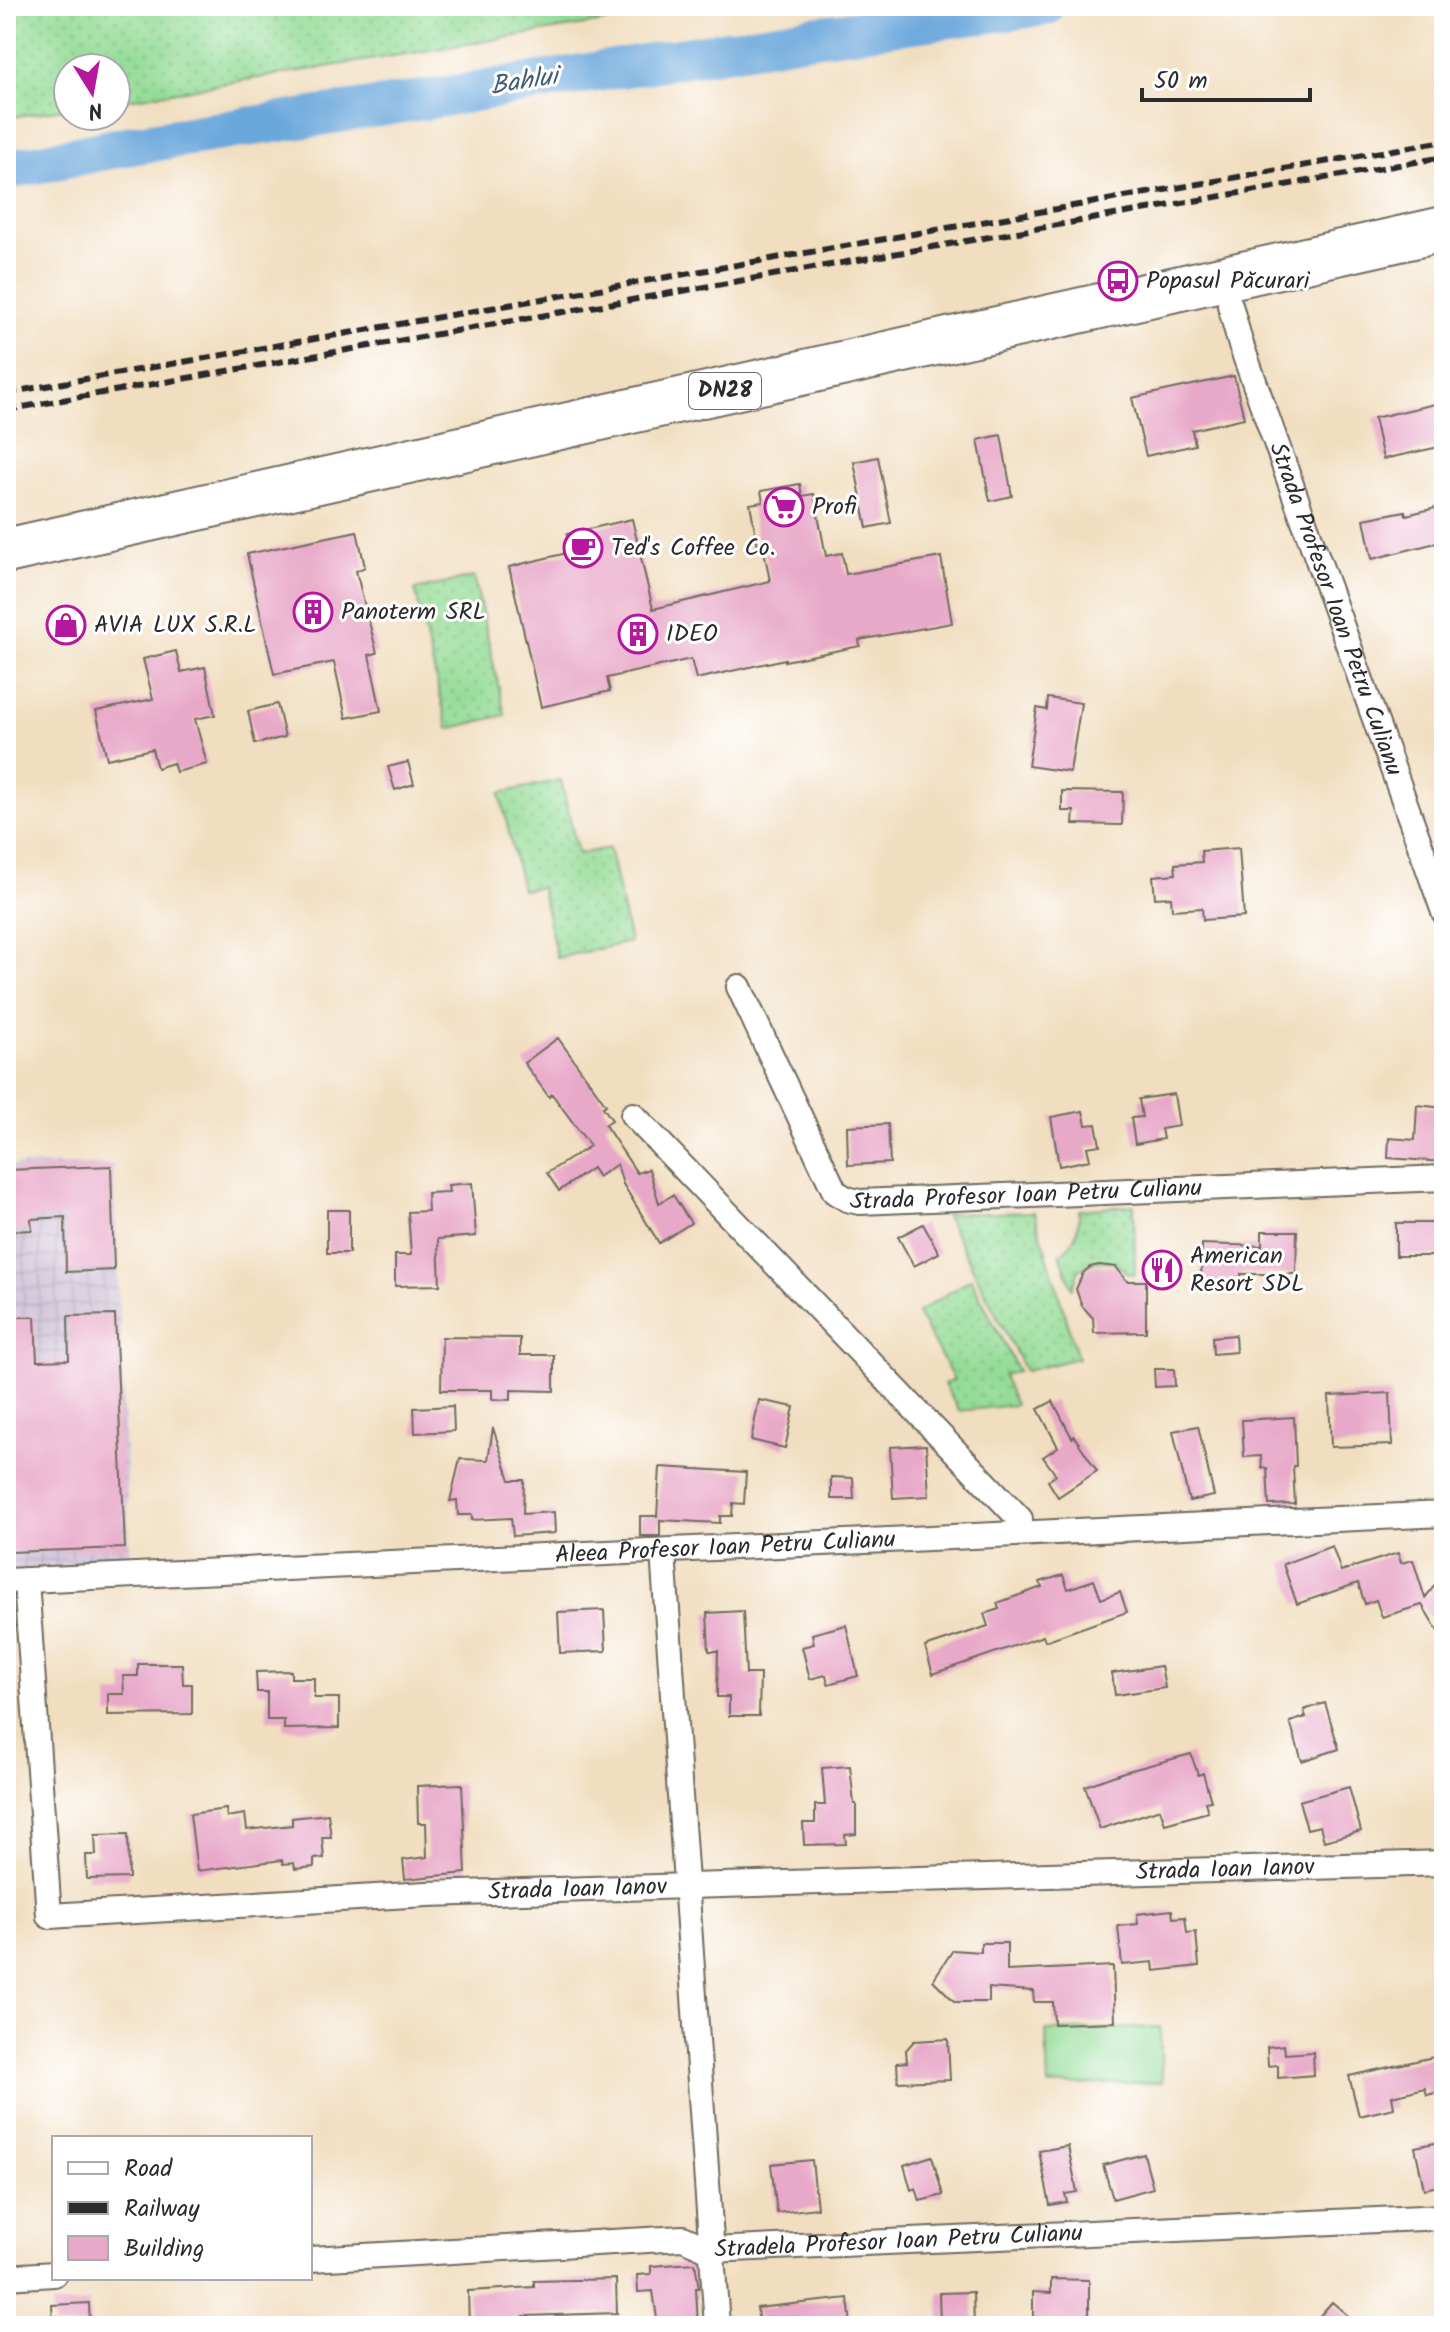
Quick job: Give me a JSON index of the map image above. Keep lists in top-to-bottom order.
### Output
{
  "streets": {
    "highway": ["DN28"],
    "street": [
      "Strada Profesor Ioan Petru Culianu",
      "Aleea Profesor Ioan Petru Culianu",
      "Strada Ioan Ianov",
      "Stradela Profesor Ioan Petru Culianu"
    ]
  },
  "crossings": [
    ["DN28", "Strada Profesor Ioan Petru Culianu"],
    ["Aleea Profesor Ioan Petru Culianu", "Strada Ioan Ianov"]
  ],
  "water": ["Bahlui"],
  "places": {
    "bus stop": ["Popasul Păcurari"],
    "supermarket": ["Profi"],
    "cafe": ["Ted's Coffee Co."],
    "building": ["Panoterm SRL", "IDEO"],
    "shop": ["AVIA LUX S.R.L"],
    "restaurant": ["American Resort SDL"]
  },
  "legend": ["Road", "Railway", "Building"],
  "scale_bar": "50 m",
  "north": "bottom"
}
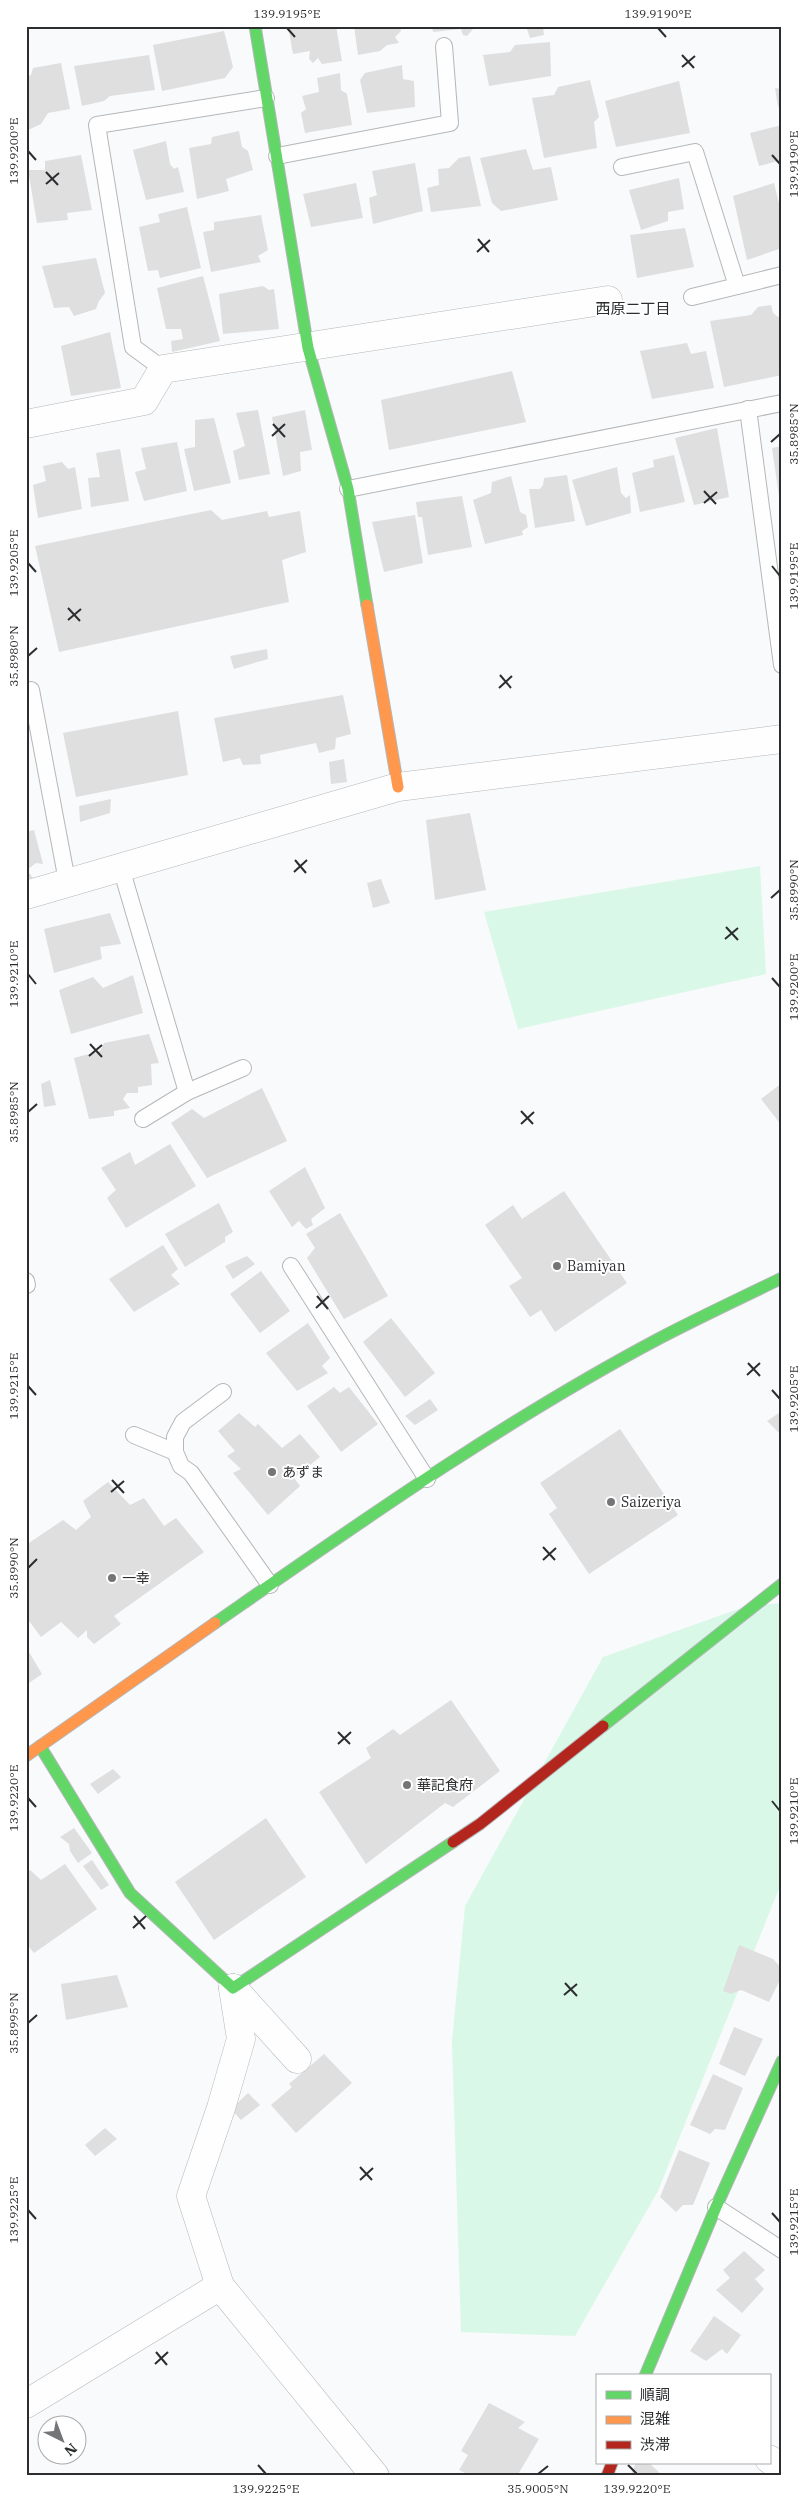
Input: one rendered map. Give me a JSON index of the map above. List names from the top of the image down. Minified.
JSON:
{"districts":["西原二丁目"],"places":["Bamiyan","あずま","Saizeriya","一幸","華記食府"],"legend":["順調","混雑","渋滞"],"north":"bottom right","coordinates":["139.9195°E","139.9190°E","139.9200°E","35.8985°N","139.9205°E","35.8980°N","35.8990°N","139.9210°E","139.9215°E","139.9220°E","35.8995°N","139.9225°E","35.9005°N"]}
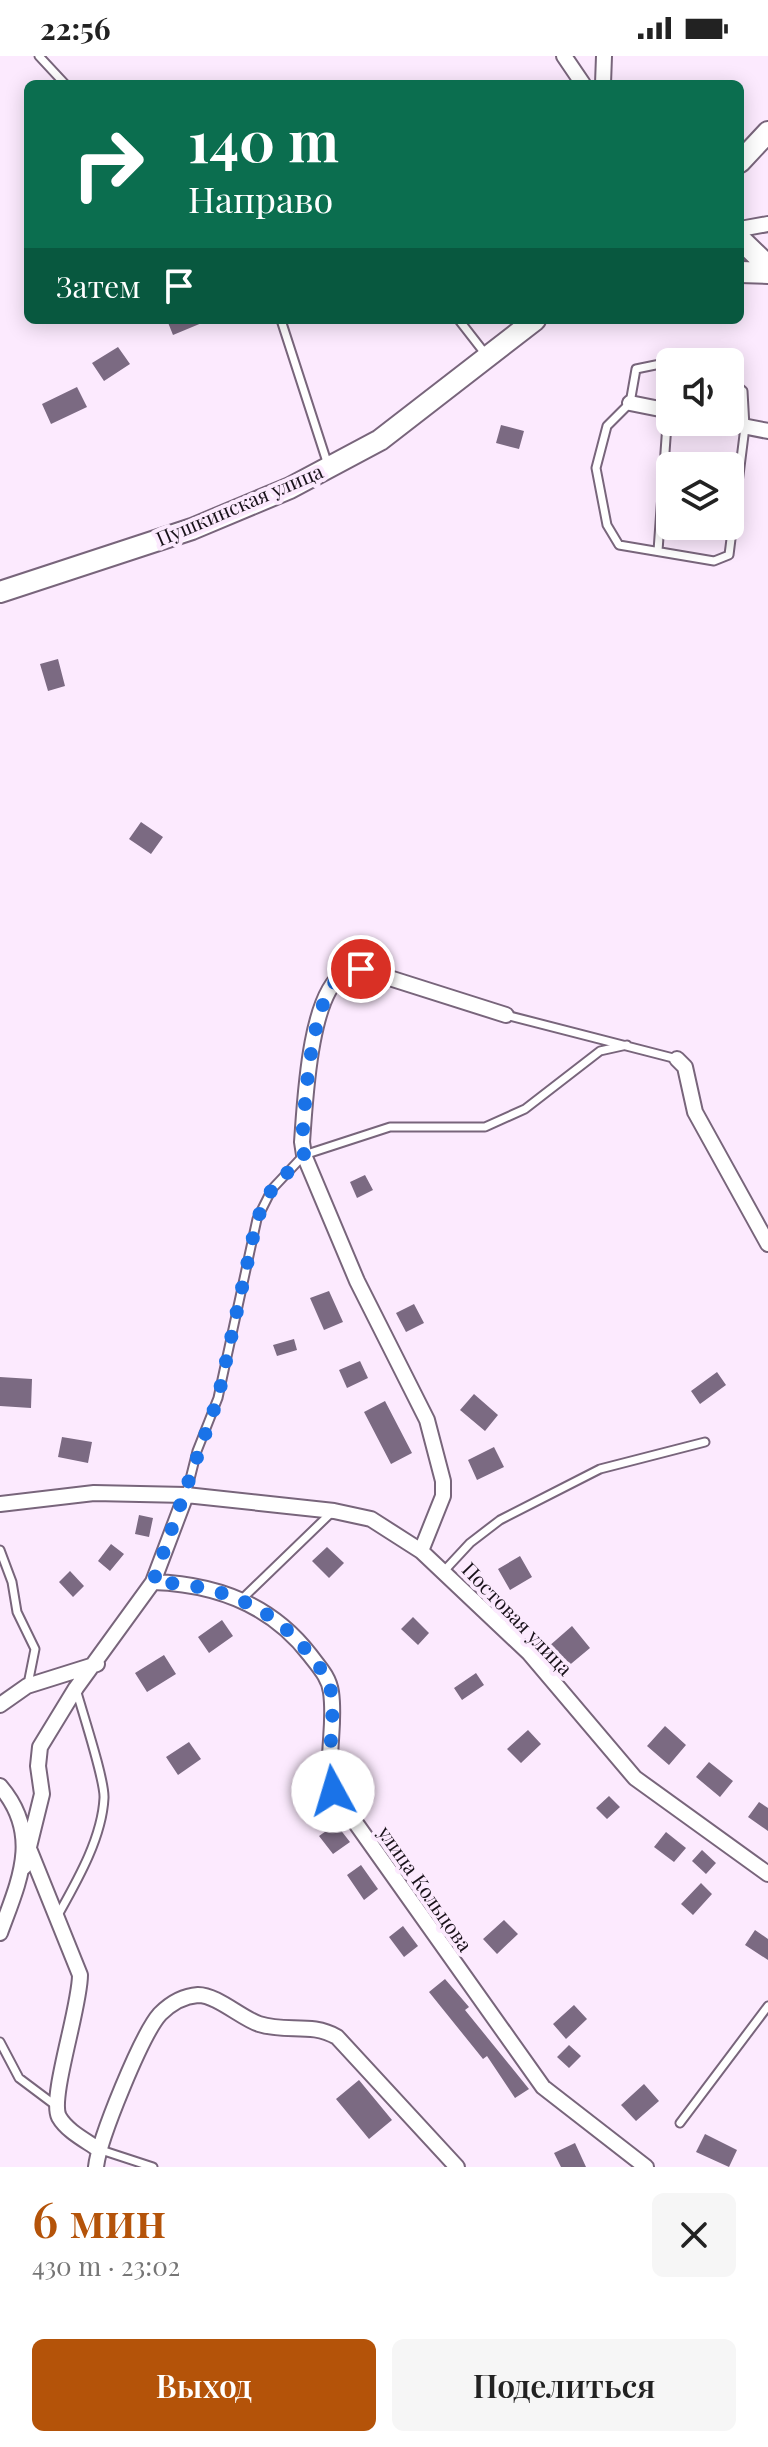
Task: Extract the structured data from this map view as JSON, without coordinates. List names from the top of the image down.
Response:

++++

What you need to do>
Omit the pictures; set down each record exactly.

Final answer>
Quick job: Give me a JSON index of the map image above. Keep lists in top-to-bottom order.
### Output
{
  "streets": {
    "highway": ["DN28"],
    "street": [
      "Strada Profesor Ioan Petru Culianu",
      "Aleea Profesor Ioan Petru Culianu",
      "Strada Ioan Ianov",
      "Stradela Profesor Ioan Petru Culianu"
    ]
  },
  "crossings": [
    ["DN28", "Strada Profesor Ioan Petru Culianu"],
    ["Aleea Profesor Ioan Petru Culianu", "Strada Ioan Ianov"]
  ],
  "water": ["Bahlui"],
  "places": {
    "bus stop": ["Popasul Păcurari"],
    "supermarket": ["Profi"],
    "cafe": ["Ted's Coffee Co."],
    "building": ["Panoterm SRL", "IDEO"],
    "shop": ["AVIA LUX S.R.L"],
    "restaurant": ["American Resort SDL"]
  },
  "legend": ["Road", "Railway", "Building"],
  "scale_bar": "50 m",
  "north": "bottom"
}
Input: one rendered map. Give me a JSON index of the map above. List names from the top of the image down. Minified.
JSON:
{"districts":["西原二丁目"],"places":["Bamiyan","あずま","Saizeriya","一幸","華記食府"],"legend":["順調","混雑","渋滞"],"north":"bottom right","coordinates":["139.9195°E","139.9190°E","139.9200°E","35.8985°N","139.9205°E","35.8980°N","35.8990°N","139.9210°E","139.9215°E","139.9220°E","35.8995°N","139.9225°E","35.9005°N"]}
Task: Extract the structured data from this map view as JSON, without coordinates. List names from the top of the image down.
Response:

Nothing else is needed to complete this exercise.